Ünlü ekonomist Türkiye ekonomisinin durumunu özetledi: 'Ev alana nargile hediye'
Sözcü yazarı Murat Muratoğlu, Türkiye ekonomisinin nasıl batırıldığını anlattı.
Murat Muratoğlu, "Ülkeyi yönetmek kolay mı sandın? Kolay olsa sen yapardın." diyerek iktidarın Türkiye ekonomisinin nasıl çöktüğünü böyle anlattı:
İŞTE O YAZI:
"Ülkeyi yönetmeyi kolay mı sandın?"
Sen git ülkeyi 17 yıldır tek başına yönet, sonra durumdan şikayet et! Bulduğun çözümler ile insan aklıyla alay et. Ekonomiyi mahvet. İşte budur maharet!
Döviz artınca “Türkiye düşmanlarının işi” diyelim. Çok yoğun ekonomik saldırıyamaruz kaldığımızı söyleyip sorumluluğu üzerimizden atalım.
Çaktırmadan faizleri artırıp, “Artırmadık” diyelim. Faizden haz etmediğimizi de belirtelim.
★★★
Kamu bankalarına her gün döviz satması için emir verelim. Sattığı dövizin, kimin dövizi olduğunu açıklamasın. Üzümünü yiyen bağını sormasın!
Bankalar kâr etti, hepsi faiz düşürsün. Bankalar herkese kredi versin. Kredi vermeyen banka müfteri ilan edilsin.

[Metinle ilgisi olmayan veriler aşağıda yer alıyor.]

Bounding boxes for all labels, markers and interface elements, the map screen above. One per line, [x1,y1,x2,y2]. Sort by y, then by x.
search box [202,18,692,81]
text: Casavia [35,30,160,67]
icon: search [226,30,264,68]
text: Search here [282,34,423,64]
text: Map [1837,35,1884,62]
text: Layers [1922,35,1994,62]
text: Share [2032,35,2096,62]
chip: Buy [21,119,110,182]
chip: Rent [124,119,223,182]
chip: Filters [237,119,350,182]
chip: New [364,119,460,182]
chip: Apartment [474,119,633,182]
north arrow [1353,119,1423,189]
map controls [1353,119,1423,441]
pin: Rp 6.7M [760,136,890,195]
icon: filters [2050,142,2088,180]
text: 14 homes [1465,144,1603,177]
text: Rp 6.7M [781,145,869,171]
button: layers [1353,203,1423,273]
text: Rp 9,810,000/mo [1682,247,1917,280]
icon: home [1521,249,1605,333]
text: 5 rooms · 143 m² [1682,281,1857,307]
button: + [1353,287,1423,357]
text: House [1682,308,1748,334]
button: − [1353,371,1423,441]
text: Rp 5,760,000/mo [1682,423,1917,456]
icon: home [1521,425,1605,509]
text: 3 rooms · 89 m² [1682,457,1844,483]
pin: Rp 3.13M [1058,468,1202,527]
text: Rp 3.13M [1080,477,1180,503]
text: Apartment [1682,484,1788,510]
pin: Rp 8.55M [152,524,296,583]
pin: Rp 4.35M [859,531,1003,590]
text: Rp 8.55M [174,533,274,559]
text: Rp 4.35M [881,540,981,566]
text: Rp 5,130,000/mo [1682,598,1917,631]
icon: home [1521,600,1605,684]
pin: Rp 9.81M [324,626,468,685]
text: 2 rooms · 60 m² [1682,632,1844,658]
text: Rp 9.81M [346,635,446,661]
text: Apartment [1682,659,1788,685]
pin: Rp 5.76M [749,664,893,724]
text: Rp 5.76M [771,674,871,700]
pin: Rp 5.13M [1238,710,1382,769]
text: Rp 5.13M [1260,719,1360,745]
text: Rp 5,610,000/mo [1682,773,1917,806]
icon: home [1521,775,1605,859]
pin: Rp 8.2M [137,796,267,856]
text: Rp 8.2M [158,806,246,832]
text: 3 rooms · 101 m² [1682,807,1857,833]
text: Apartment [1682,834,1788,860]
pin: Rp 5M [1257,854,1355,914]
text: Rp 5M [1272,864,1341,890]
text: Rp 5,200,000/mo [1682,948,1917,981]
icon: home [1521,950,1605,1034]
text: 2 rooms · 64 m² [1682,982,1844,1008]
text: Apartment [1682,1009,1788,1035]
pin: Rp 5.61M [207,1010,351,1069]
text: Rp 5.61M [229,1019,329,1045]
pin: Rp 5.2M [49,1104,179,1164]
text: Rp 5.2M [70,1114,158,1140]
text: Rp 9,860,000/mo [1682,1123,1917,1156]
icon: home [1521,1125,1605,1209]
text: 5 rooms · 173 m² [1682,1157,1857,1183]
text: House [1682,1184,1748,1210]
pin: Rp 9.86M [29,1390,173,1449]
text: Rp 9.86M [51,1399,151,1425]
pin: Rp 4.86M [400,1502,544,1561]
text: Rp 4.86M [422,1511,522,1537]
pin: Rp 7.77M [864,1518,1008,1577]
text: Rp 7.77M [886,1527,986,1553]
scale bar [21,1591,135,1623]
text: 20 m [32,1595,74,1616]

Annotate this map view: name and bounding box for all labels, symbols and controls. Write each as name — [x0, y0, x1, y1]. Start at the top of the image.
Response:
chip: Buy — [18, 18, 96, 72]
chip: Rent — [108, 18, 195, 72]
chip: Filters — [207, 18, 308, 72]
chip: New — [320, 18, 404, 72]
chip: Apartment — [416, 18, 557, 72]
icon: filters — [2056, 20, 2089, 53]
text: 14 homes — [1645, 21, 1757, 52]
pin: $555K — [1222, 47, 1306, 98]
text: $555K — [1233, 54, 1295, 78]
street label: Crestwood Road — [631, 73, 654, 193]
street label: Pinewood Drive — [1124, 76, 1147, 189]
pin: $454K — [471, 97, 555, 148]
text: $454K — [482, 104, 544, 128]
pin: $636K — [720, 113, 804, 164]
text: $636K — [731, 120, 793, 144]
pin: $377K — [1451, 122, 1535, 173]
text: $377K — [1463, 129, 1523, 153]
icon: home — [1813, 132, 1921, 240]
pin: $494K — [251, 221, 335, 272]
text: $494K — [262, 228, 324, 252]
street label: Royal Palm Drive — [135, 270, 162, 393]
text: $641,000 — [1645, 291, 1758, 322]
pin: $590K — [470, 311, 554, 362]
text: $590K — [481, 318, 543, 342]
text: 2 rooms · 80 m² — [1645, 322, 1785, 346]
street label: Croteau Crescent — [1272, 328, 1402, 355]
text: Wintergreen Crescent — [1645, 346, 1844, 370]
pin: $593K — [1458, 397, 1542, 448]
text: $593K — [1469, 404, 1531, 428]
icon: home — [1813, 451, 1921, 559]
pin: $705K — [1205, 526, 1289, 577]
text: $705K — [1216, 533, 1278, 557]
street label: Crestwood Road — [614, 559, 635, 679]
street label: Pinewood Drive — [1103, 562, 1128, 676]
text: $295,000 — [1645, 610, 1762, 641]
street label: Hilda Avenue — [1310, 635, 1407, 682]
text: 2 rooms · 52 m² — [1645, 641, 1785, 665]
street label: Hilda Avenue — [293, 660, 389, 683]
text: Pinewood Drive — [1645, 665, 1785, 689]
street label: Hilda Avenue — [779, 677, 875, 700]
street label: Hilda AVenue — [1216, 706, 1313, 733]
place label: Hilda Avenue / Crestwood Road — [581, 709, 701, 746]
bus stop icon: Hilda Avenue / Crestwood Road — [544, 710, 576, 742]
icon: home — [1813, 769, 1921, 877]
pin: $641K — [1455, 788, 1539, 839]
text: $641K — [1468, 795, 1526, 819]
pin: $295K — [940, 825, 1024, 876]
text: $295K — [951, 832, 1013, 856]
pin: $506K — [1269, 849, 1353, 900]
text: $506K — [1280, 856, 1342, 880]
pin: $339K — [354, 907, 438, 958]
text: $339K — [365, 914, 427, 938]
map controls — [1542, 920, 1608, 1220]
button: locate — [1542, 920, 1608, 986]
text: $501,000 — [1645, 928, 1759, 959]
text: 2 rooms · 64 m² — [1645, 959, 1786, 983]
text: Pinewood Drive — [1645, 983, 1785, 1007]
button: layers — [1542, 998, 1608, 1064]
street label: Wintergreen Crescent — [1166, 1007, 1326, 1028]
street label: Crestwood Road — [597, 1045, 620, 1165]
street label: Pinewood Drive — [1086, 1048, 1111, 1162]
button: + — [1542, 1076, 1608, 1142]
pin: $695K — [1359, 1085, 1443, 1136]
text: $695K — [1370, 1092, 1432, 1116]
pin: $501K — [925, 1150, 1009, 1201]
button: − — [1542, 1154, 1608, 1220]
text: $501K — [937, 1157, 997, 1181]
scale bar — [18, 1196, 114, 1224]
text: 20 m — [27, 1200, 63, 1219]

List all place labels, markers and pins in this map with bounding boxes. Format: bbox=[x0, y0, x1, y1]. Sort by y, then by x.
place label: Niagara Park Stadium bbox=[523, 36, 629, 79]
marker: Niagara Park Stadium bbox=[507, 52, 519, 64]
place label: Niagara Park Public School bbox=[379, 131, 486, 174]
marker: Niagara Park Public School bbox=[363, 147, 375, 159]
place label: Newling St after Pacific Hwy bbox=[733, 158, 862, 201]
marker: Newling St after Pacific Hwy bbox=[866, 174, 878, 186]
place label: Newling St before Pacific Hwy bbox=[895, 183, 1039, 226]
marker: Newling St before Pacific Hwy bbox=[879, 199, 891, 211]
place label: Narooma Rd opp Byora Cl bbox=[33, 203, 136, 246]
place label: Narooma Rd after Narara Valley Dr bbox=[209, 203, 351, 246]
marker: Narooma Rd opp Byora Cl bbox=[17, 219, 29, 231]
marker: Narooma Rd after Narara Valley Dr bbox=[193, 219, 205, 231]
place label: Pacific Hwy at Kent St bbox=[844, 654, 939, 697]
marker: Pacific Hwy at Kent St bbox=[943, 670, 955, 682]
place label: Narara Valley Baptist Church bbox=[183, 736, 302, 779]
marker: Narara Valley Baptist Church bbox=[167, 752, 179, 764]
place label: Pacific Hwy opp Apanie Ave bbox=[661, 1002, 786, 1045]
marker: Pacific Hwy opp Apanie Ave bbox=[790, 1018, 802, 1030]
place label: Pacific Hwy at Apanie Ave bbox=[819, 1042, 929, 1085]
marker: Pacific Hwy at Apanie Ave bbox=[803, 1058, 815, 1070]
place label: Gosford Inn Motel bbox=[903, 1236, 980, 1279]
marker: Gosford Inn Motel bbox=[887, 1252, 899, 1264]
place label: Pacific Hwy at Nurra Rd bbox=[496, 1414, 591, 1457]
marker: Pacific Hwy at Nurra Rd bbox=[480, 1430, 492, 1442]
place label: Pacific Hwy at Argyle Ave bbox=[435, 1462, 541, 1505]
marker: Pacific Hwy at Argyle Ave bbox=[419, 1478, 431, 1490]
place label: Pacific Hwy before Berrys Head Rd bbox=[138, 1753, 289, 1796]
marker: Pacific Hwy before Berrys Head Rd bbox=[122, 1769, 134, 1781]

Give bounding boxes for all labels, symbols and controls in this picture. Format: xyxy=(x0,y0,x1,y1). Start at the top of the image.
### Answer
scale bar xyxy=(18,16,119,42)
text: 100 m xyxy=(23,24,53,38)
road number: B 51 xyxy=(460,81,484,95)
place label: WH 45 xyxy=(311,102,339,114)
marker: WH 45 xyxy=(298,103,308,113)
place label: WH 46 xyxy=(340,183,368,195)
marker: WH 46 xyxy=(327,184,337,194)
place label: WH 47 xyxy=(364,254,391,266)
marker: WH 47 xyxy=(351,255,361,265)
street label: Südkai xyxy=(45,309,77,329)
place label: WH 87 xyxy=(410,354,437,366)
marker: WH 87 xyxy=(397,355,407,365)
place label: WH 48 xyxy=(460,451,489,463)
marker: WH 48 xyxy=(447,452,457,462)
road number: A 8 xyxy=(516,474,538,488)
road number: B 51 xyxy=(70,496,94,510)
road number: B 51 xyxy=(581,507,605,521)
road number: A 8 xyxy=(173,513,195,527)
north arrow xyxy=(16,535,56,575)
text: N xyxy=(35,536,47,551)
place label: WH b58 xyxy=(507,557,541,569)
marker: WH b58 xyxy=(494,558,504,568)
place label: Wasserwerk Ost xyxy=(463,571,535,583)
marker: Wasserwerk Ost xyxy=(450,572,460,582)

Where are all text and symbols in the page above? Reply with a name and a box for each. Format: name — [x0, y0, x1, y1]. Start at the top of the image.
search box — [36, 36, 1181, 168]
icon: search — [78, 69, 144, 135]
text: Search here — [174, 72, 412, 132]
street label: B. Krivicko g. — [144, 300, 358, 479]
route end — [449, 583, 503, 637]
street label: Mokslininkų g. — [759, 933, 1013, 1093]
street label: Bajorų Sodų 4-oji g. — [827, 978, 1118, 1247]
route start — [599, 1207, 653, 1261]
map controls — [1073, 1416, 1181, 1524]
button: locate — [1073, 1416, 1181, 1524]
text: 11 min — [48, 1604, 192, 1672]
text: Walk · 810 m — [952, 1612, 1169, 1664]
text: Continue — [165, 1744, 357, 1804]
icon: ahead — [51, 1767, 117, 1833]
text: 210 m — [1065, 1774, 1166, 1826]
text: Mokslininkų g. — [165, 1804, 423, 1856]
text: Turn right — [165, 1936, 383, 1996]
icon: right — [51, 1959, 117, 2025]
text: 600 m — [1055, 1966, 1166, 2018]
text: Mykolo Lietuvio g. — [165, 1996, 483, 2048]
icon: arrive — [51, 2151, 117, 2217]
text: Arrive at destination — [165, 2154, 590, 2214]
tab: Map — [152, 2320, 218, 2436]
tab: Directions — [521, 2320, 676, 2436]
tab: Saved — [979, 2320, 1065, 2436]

Diğer yandan herkes para biriktirsin, tasarruf etsin. İşsizlik Fonu'nu zaten yemişsin. Onun yerine zorunlu BES gelsin. Yanına da Kıdem Tazminatı Fonu eklensin. Bunları birleştirip “fon” yapalım. Hükümetin emrine kaynak olarak sunalım.
★★★
Para yetmeyince Merkez Bankası'na başvuralım. İhtiyaç akçesinde biriken 46 milyar lirayı normalde piyasaya sürülmeyecek bu parayı bir sonraki torba yasada Hazineye aktaralım. Bir anlamda para basalım. Ayda bir paket açalım, bunu televizyonlarda işadamlarına yorumlatalım. Hepsi çok beğensin, hükümete teşekkür etsin. Şirketi batarken de kimseye söylemesin.
★★★
İşsizlik, Türkiye Cumhuriyeti tarihinin en kötü seviyesine ulaşsın, çözüm olarak her şirket 1 işçi alsın. Bir de yetmez 5 alsın. 5 de yetmedi 25 alsın. En son 50 dedi… Ben orada kaldım.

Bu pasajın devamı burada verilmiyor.